* _Exercise aim_
One number is the full answer: how many lines in the records contain the word "Carducci"?

* _Extracted data_
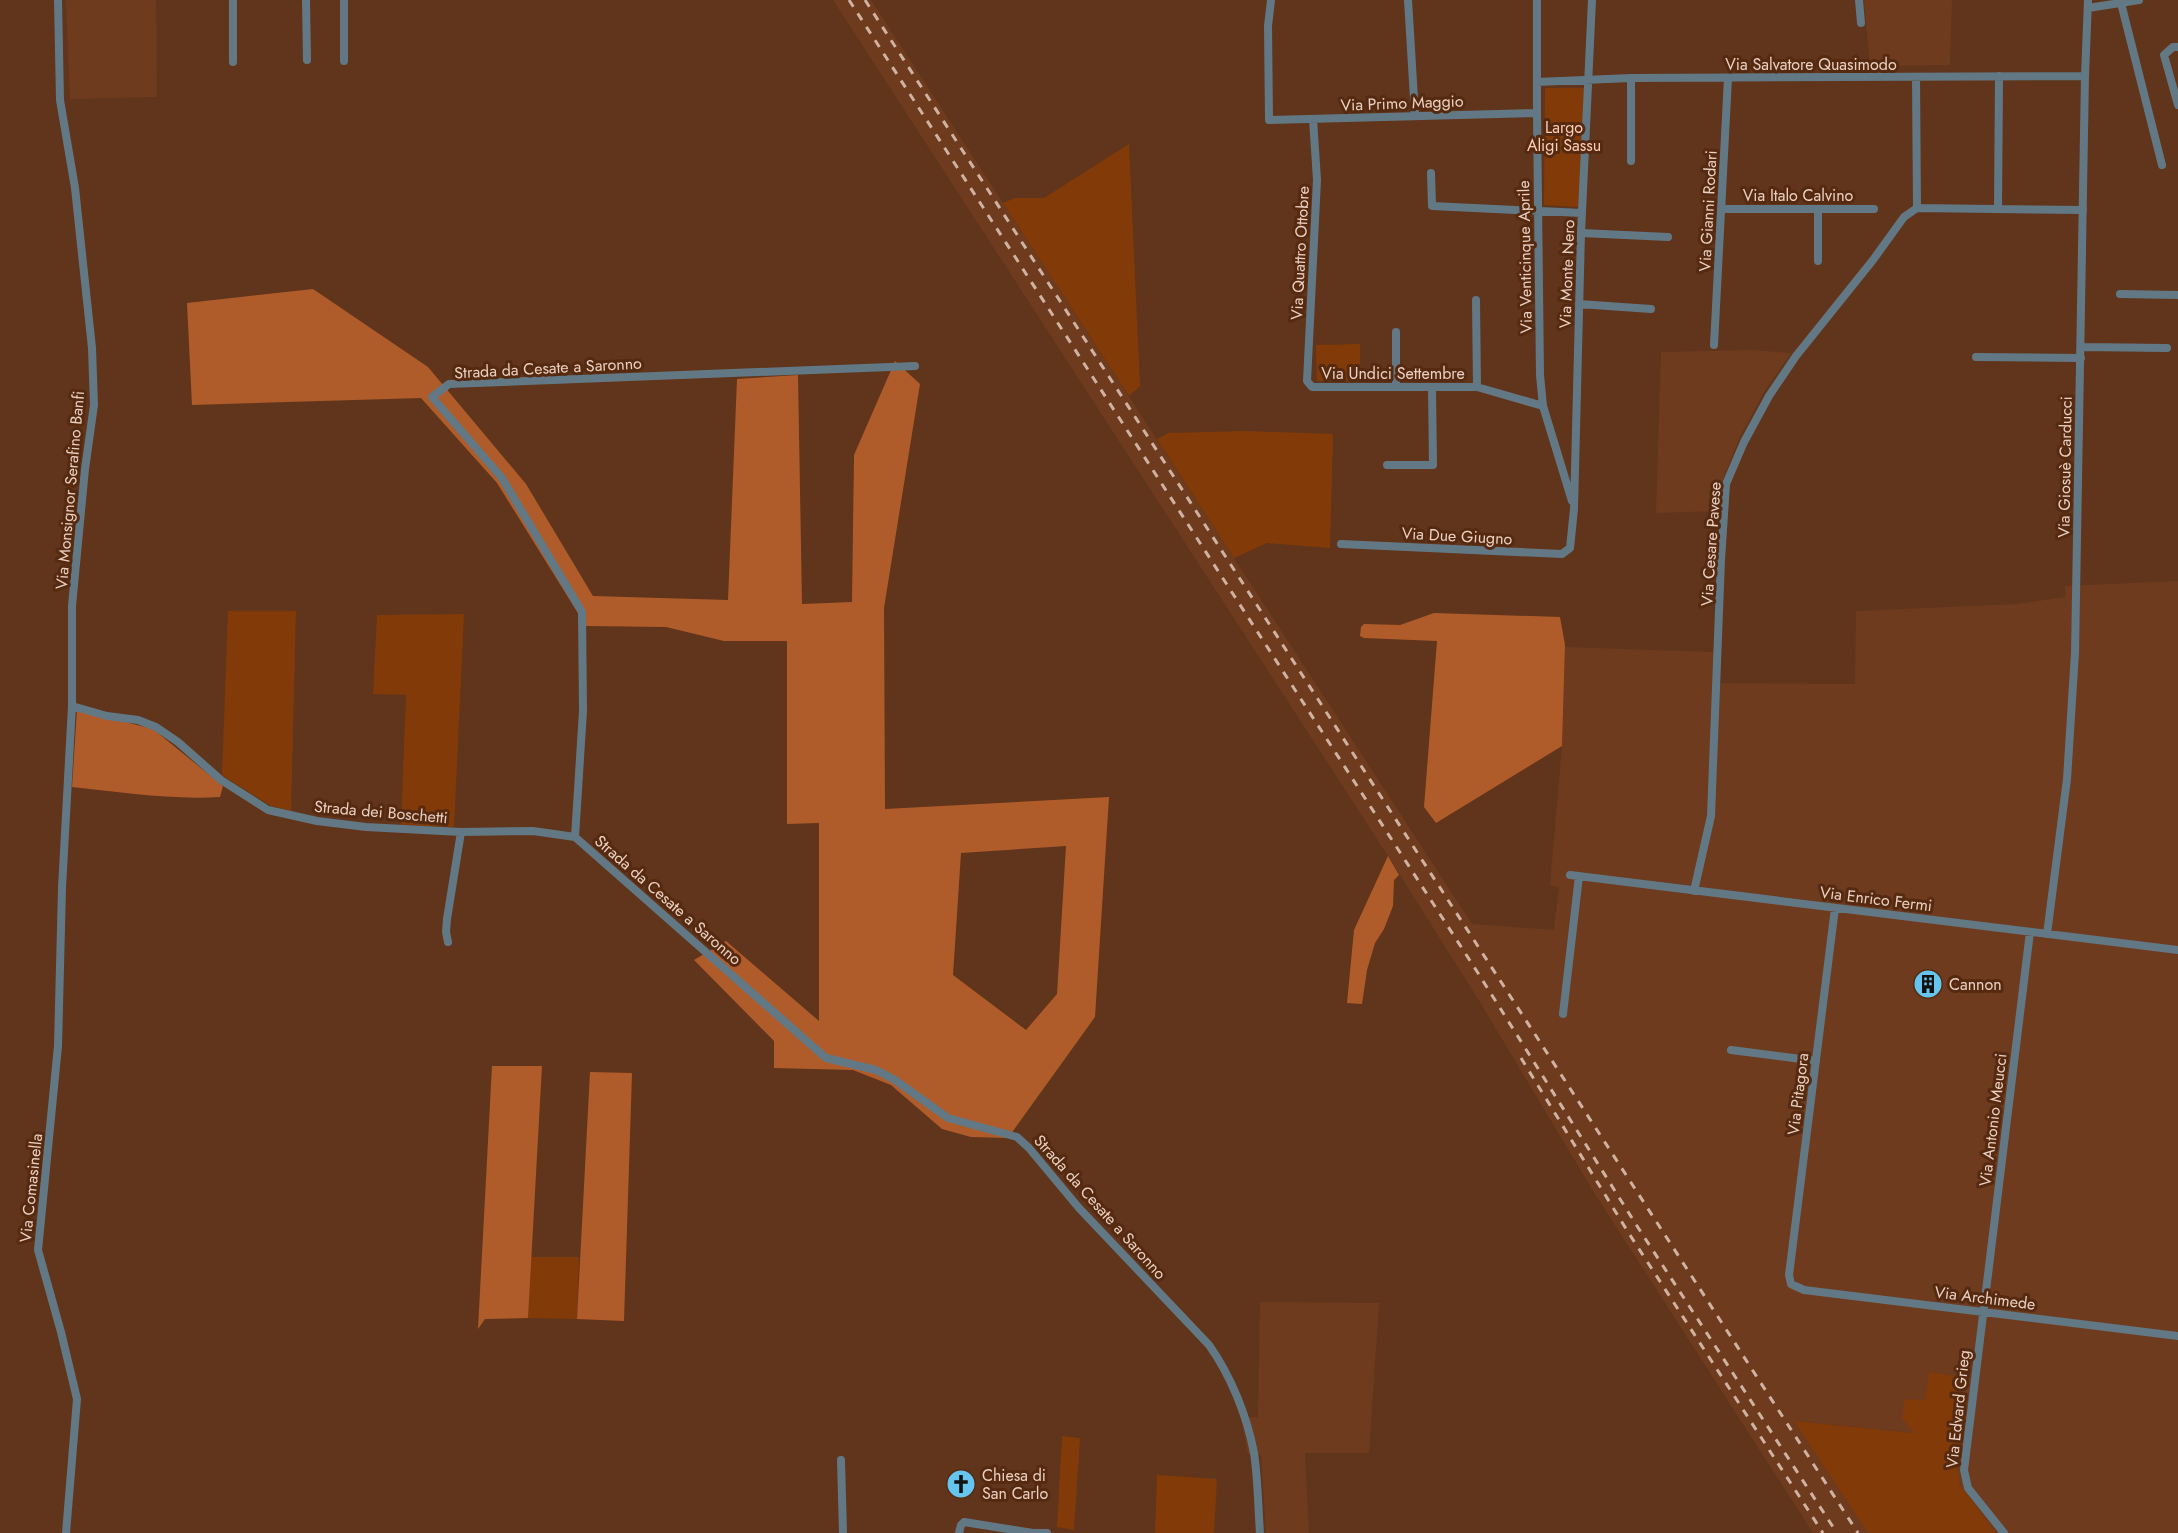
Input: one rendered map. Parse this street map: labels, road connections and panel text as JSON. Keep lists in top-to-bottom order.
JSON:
{
  "streets": {
    "street": [
      "Via Salvatore Quasimodo",
      "Via Primo Maggio",
      "Via Italo Calvino",
      "Via Gianni Rodari",
      "Via Quattro Ottobre",
      "Via Venticinque Aprile",
      "Via Monte Nero",
      "Strada da Cesate a Saronno",
      "Via Undici Settembre",
      "Via Giosuè Carducci",
      "Via Monsignor Serafino Banfi",
      "Via Due Giugno",
      "Via Cesare Pavese",
      "Strada dei Boschetti",
      "Via Enrico Fermi",
      "Via Pitagora",
      "Via Antonio Meucci",
      "Via Comasinella",
      "Via Archimede",
      "Via Edvard Grieg"
    ]
  },
  "crossings": [
    ["Via Salvatore Quasimodo", "Via Gianni Rodari"],
    ["Via Salvatore Quasimodo", "Via Venticinque Aprile"],
    ["Via Salvatore Quasimodo", "Via Monte Nero"],
    ["Via Salvatore Quasimodo", "Via Giosuè Carducci"],
    ["Via Primo Maggio", "Via Quattro Ottobre"],
    ["Via Primo Maggio", "Via Venticinque Aprile"],
    ["Via Italo Calvino", "Via Gianni Rodari"],
    ["Via Quattro Ottobre", "Via Undici Settembre"],
    ["Via Venticinque Aprile", "Via Monte Nero"],
    ["Via Venticinque Aprile", "Via Undici Settembre"],
    ["Via Monte Nero", "Via Due Giugno"],
    ["Strada da Cesate a Saronno", "Strada dei Boschetti"],
    ["Via Giosuè Carducci", "Via Enrico Fermi"],
    ["Via Monsignor Serafino Banfi", "Strada dei Boschetti"],
    ["Via Monsignor Serafino Banfi", "Via Comasinella"],
    ["Via Cesare Pavese", "Via Enrico Fermi"],
    ["Via Enrico Fermi", "Via Pitagora"],
    ["Via Enrico Fermi", "Via Antonio Meucci"],
    ["Via Pitagora", "Via Archimede"],
    ["Via Antonio Meucci", "Via Archimede"],
    ["Via Antonio Meucci", "Via Edvard Grieg"],
    ["Via Archimede", "Via Edvard Grieg"]
  ],
  "parks": ["Largo Aligi Sassu"],
  "places": {
    "building": ["Cannon"],
    "church": ["Chiesa di San Carlo"]
  }
}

* _Task output_
3